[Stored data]
┏━━

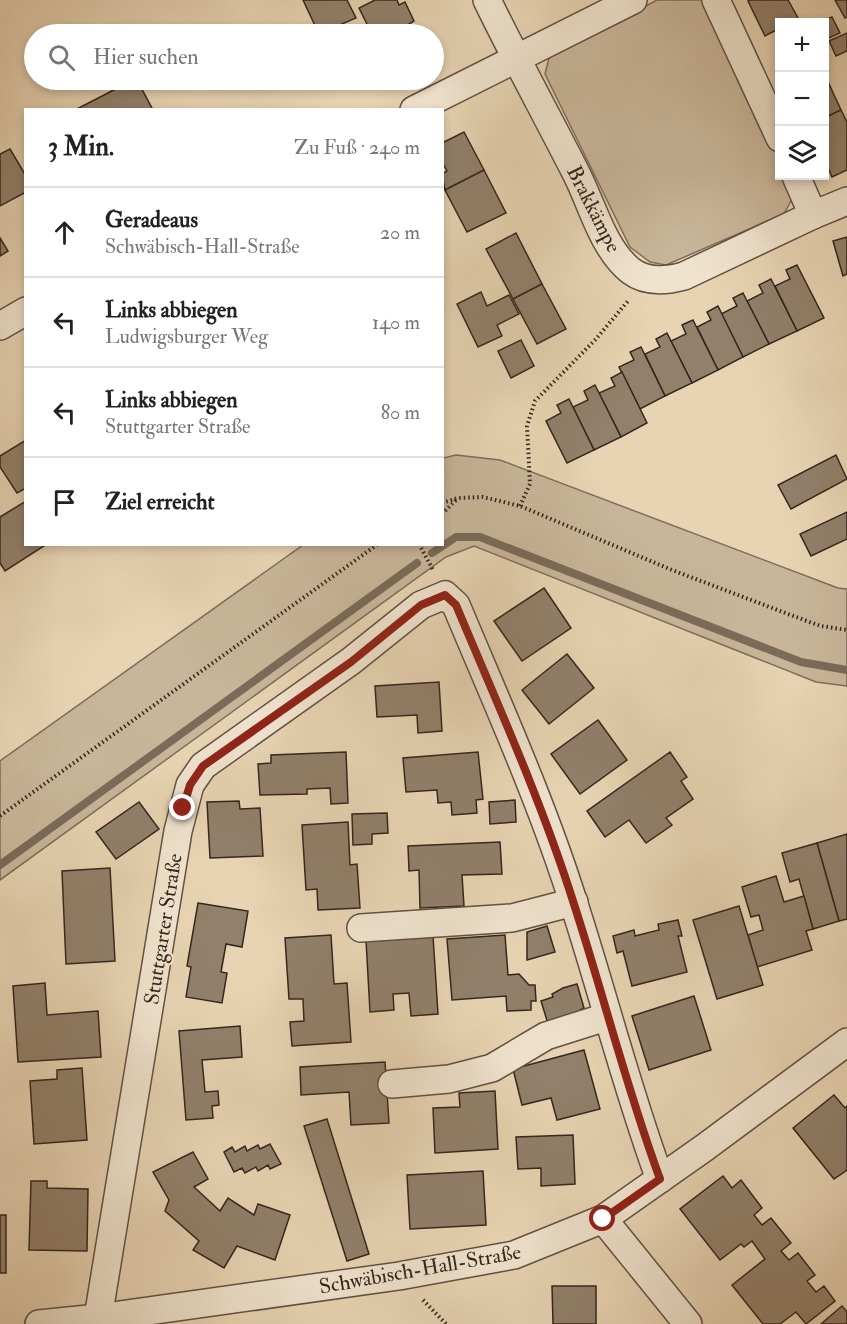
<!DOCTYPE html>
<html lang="de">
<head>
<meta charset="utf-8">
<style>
	body { margin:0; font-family:"IM FELL Double Pica",serif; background:#f6f6f6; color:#222 }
	.controls { position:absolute; right:18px; top:18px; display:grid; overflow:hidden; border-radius:0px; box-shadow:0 3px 9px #0003 }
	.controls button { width:54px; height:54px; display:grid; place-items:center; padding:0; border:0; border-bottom:2px solid #e0e0e0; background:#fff; color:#222; font:30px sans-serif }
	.stop { position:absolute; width:18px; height:18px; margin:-14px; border:4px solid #8f2418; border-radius:50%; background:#fff }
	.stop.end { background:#8f2418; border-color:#fff; box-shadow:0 2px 6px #0008 }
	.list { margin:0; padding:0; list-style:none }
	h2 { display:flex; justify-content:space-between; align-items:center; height:78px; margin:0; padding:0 24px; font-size:26px }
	h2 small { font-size:20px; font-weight:400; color:#767676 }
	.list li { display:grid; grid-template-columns:39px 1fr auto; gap:18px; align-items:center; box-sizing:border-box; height:90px; padding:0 24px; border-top:2px solid #e0e0e0 }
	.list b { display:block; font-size:22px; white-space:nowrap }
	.list p { margin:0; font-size:20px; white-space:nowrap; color:#767676 }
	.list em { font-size:20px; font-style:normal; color:#767676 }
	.icon { flex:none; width:33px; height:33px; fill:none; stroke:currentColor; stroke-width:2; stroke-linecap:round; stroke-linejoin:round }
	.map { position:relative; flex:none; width:847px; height:1324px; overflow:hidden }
	.search { position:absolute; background:#fff; box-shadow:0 3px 9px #0003; left:24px; top:24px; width:420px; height:66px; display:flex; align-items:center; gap:15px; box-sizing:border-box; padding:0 21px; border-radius:33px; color:#767676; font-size:22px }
	.panel { position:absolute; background:#fff; box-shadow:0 3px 9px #0003; left:24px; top:108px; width:420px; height:438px; border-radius:0px }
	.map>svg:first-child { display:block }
	.green { fill:#c9b69a; stroke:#7e6e5c; stroke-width:1.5 }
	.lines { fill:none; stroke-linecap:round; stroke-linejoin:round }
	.stream { stroke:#7b6b59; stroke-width:8 }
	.building { fill:#92806b; stroke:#34261e; stroke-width:1.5 }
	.street-casing { stroke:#615243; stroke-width:30 }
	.path { stroke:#34261e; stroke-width:4; stroke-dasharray:1.5 3; stroke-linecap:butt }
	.street { stroke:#f0e3ce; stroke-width:27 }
	.route { stroke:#8f2418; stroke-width:8 }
	.labels { text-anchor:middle; stroke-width:4.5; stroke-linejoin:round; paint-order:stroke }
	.street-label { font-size:21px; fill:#34261e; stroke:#f0e3ce }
</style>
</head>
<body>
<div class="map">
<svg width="847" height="1324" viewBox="0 0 847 1324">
	<rect width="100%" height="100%" fill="#e8d4b3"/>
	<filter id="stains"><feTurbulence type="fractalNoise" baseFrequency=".00333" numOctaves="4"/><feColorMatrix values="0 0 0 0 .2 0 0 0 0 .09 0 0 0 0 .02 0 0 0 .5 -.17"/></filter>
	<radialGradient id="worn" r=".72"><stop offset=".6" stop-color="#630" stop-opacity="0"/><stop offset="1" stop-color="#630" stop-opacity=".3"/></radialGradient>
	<g class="green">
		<path d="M657,0H702L779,157L780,176H788L793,197L784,214L666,265L650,262L630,247L545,74L549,58Z"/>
		<path d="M456,455L500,460L838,588L847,589V686L816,682L474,546L446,557L0,880V761L303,545L442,544L443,458Z"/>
	</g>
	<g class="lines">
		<g class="stream">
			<path d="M432,553L456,537H480L801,662L847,670"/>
			<path d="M0,865L417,563"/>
		</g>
	</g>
	<g class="building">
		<path d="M303,0H347L356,18L319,34Z"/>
		<path d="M375,0H397L399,5L405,2L414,21L409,24L411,29L399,34H372L359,8Z"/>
		<path d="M750,0H788L798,18L790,22H780V28L765,36L748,1Z"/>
		<path d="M835,0H847V17L845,18Z"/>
		<path d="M832,17L840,33L824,40V22H820Z"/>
		<path d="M847,33V51L836,56L829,41Z"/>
		<path d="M824,73L841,110L824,118Z"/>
		<path d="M133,80H137L153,110H75Z"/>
		<path d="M841,110L847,122V170L832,177L824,159V118Z"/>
		<path d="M464,132L484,170L445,190L442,174L447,171L442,162V143Z"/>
		<path d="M10,149L26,176V192L0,206V154Z"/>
		<path d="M484,170L506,213L467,232L445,190Z"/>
		<path d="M516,233L542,284L513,299L486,249Z"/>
		<path d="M847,237V274L843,276L833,241Z"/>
		<path d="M0,238L8,251L0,256Z"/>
		<path d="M797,265L824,318L797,331L775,286L790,279L786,270Z"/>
		<path d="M771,279L797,331L769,344L747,301L763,293L759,285Z"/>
		<path d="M542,284L566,329L537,344L513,299Z"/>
		<path d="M481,292L487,306L509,295L519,314L497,325L502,336L478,347L457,304Z"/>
		<path d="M743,293L769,344L743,357L721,314L737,306L733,298Z"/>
		<path d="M718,306L743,357L718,370L697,327L711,320L707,312Z"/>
		<path d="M693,320L718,370L692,383L671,341L686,334L682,325Z"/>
		<path d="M667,333L692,383L665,396L645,354L660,347L656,339Z"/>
		<path d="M521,340L534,366L511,378L498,351Z"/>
		<path d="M641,347L665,396L640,409L619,367L634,360L630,352Z"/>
		<path d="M622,372L647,423L621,437L599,393L615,386L611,378Z"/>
		<path d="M595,385L621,437L594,450L573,407L588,400L584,391Z"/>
		<path d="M569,399L594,450L567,463L546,421L561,413L557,405Z"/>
		<path d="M26,440V488L17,493L0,467V456Z"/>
		<path d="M836,455L847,479L791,509L778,485Z"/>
		<path d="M26,501V544H47L5,571L0,563V517Z"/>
		<path d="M847,512V539L811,556L800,534Z"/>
		<path d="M544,588L571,628L522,661L494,621Z"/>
		<path d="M567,654L594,688L549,724L522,690Z"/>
		<path d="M439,682L442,731L418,733L417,715L377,717L375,686Z"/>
		<path d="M598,720L627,760L580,794L551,754Z"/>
		<path d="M346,752L348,803L331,804L330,788L307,789V794L260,795L258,764L271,763V755Z"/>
		<path d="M478,752L483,799L476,800L477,813L452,815L451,802L438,803L437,790L406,792L403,758Z"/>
		<path d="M670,752L687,777L681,781L693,799L666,818L672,825L646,843L629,820L605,837L587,811Z"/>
		<path d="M515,800L516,822L490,824L489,802Z"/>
		<path d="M239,801L240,809L260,808L263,856L210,858L207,802Z"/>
		<path d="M139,802L159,829L116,859L96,832Z"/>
		<path d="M387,813L388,833L372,834V844L353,845L352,814Z"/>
		<path d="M348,822L350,865L357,864L360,908L318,910L317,889L306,890L302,825Z"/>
		<path d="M847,834V919L839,921L817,843Z"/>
		<path d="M500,842L502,874L462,875L464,906L420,908L419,870L409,871L408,846Z"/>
		<path d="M817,843L839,921L813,929L799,879L790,882L782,853Z"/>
		<path d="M110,868L115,961L66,964L62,871Z"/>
		<path d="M776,876L784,902L804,896L813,929L806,931L812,950L757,967L748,935L763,930L759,915L751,917L742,887Z"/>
		<path d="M198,903L248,911L242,947L226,944L221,972L227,973L222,1003L186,997L191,967L187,966Z"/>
		<path d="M739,906L763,985L717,999L693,920Z"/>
		<path d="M678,920L682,936H678L687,972L632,986L623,951L617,953L613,936L634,930L635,936L659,930L658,924Z"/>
		<path d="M547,926L555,952L527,960V932Z"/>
		<path d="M331,935L334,984L347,983L351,1042L292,1046L290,1022L304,1021L303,999H289L285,938Z"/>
		<path d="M505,935L508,975L519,974L529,985H535L536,1001H531V1010L507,1011L506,996L452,1000L447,939Z"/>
		<path d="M433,936L438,1014L411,1016L409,993L393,994L394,1010L370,1012L366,940Z"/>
		<path d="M45,983L47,1015L98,1011L101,1057L18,1062L13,986Z"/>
		<path d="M577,984L584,1008L549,1027L541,1001L553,997L552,994L563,988Z"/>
		<path d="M694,996L711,1050L649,1070L632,1016Z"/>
		<path d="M240,1026L242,1057L202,1060L205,1092L218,1091L219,1105L212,1106L213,1118L186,1120L179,1031Z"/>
		<path d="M584,1050L600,1109L557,1120L551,1098L522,1105L513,1069Z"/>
		<path d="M385,1062L389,1123L351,1125L349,1092L301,1095L300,1067Z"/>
		<path d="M82,1068L87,1140L34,1144L30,1081L57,1079V1070Z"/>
		<path d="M495,1091L498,1149L435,1153L433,1108L460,1107L459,1093Z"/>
		<path d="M834,1095L845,1108L847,1106V1170L834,1179L793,1128Z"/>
		<path d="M327,1119L369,1254L347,1261L304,1126Z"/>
		<path d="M573,1135L575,1184L541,1186V1168L518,1169L516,1137Z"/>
		<path d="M270,1144L281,1164L270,1169L268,1165L258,1171L256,1167L245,1173L242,1168L234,1172L224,1152L232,1147L235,1152L245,1146L247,1151L258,1145L260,1149Z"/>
		<path d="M193,1152L208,1179L194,1187L220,1211L228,1198L254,1215L258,1204L290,1215L275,1260L237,1246L224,1268L193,1250L199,1241L165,1211L169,1200L153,1172Z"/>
		<path d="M483,1171L486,1225L410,1229L407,1175Z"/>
		<path d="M723,1176L732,1188L741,1180L762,1208L754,1215L762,1225L771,1218L791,1243L781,1251L789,1260L798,1253L815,1275L807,1281L816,1292L824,1286L835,1301L806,1324L796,1312L780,1324H763L732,1285L765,1259L752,1241L744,1247L741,1244L720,1260L680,1209Z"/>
		<path d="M31,1181H47V1188L88,1189L87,1251L29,1250Z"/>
		<rect x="0" y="1215" width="6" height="58"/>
		<path d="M552,1286H596V1324H553Z"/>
		<path d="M842,1306L847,1312V1324H821Z"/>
	</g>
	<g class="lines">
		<defs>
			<g id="street">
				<path d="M487,0C515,58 546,114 575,171C592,203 602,248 631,271C647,283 666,281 684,276L813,215L796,176"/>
				<path d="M716,0L780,138"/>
				<path d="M414,110L633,0"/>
				<path d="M813,215L847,201"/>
				<path d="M0,326L26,311"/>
				<path d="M361,928L512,918L574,902"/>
				<path d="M392,1084L449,1079L492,1068L546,1036L606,1017"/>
				<path d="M603,1219L688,1324"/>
				<path d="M98,1318L178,831L190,785L203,766L351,661L421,605L445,595L456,605C497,703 541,800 573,901C603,993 626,1087 660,1179"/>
				<path d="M39,1324L98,1318L399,1276L514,1255L603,1219L704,1148L847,1042"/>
			</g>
		</defs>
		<use href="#street" class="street-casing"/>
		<g class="path">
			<path d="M442,503L458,498L483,497L520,506L672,570L796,617L821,626L847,630"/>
			<path d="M520,506L530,484L527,426L535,401L596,339L628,301"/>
			<path d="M442,514L456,500"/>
			<path d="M419,544L433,570"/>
			<path d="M0,816L378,544"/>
			<path d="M423,1300L446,1324"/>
		</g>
		<use href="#street" class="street"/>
	</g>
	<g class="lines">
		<path class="route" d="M183,808L190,785L203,766L351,662L421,605L445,595L456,605C497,703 541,800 573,901C603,993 626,1087 660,1179L603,1219"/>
	</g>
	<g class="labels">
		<g class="street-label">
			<text transform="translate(594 209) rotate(63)" y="7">Brakkämpe</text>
			<text transform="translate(163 929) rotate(-81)" y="7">Stuttgarter Straße</text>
			<text transform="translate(420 1269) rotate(-10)" y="7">Schwäbisch-Hall-Straße</text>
		</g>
	</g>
	<rect width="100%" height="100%" filter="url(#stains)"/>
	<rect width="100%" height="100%" fill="url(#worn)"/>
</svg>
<div class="controls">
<button>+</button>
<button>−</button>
<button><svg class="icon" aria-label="layers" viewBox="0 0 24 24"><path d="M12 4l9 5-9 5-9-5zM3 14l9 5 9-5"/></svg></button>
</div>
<div class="stop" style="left:603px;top:1219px"></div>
<div class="stop end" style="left:183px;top:808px"></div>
<div class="search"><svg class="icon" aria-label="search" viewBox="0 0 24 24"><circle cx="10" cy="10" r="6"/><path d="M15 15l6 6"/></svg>Hier suchen</div>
<section class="panel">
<h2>3 Min.<small>Zu Fuß · 240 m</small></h2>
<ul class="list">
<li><svg class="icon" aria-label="ahead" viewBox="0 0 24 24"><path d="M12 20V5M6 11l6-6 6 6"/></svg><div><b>Geradeaus</b><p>Schwäbisch-Hall-Straße</p></div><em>20 m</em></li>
<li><svg class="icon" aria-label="left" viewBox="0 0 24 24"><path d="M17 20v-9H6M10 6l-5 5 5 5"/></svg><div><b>Links abbiegen</b><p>Ludwigsburger Weg</p></div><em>140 m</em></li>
<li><svg class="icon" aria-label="left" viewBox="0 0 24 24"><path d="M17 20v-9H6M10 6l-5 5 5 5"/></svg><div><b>Links abbiegen</b><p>Stuttgarter Straße</p></div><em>80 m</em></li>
<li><svg class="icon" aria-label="arrive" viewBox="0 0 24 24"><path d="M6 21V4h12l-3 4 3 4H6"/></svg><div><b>Ziel erreicht</b></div></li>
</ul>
</section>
</div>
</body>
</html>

┗━━

Aim of the task
The entries above hold a line with "display:grid; grid-template-columns:39px 1fr" and a later line with "font-size:20px; font-style:normal; color:#767676". Write out exactly those lines and all lines between, nothing more.

Exercise solution
	.list li { display:grid; grid-template-columns:39px 1fr auto; gap:18px; align-items:center; box-sizing:border-box; height:90px; padding:0 24px; border-top:2px solid #e0e0e0 }
	.list b { display:block; font-size:22px; white-space:nowrap }
	.list p { margin:0; font-size:20px; white-space:nowrap; color:#767676 }
	.list em { font-size:20px; font-style:normal; color:#767676 }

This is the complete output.